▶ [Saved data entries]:
↓↓↓

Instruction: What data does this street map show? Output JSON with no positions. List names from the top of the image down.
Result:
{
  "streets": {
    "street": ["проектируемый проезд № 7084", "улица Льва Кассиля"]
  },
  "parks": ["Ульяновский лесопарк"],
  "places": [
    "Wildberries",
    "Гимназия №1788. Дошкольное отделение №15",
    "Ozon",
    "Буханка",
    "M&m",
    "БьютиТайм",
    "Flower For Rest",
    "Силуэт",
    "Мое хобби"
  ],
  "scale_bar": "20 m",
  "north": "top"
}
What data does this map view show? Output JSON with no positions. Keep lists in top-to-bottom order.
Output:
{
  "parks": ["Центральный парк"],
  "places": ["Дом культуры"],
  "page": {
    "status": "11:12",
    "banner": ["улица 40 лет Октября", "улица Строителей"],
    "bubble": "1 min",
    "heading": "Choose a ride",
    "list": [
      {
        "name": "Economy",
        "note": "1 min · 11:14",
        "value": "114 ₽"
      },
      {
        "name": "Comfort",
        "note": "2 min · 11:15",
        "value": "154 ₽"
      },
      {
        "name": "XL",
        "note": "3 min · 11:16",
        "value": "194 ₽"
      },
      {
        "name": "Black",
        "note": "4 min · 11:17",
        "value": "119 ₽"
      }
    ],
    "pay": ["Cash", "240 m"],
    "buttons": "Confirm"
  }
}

↑↑↑

▶ [ASSIGNMENT]: Please output all of the entries without changing a single character.

▶ [RESULT BELOW]:
Instruction: What data does this street map show? Output JSON with no positions. List names from the top of the image down.
Result:
{
  "streets": {
    "street": ["проектируемый проезд № 7084", "улица Льва Кассиля"]
  },
  "parks": ["Ульяновский лесопарк"],
  "places": [
    "Wildberries",
    "Гимназия №1788. Дошкольное отделение №15",
    "Ozon",
    "Буханка",
    "M&m",
    "БьютиТайм",
    "Flower For Rest",
    "Силуэт",
    "Мое хобби"
  ],
  "scale_bar": "20 m",
  "north": "top"
}
What data does this map view show? Output JSON with no positions. Keep lists in top-to-bottom order.
Output:
{
  "parks": ["Центральный парк"],
  "places": ["Дом культуры"],
  "page": {
    "status": "11:12",
    "banner": ["улица 40 лет Октября", "улица Строителей"],
    "bubble": "1 min",
    "heading": "Choose a ride",
    "list": [
      {
        "name": "Economy",
        "note": "1 min · 11:14",
        "value": "114 ₽"
      },
      {
        "name": "Comfort",
        "note": "2 min · 11:15",
        "value": "154 ₽"
      },
      {
        "name": "XL",
        "note": "3 min · 11:16",
        "value": "194 ₽"
      },
      {
        "name": "Black",
        "note": "4 min · 11:17",
        "value": "119 ₽"
      }
    ],
    "pay": ["Cash", "240 m"],
    "buttons": "Confirm"
  }
}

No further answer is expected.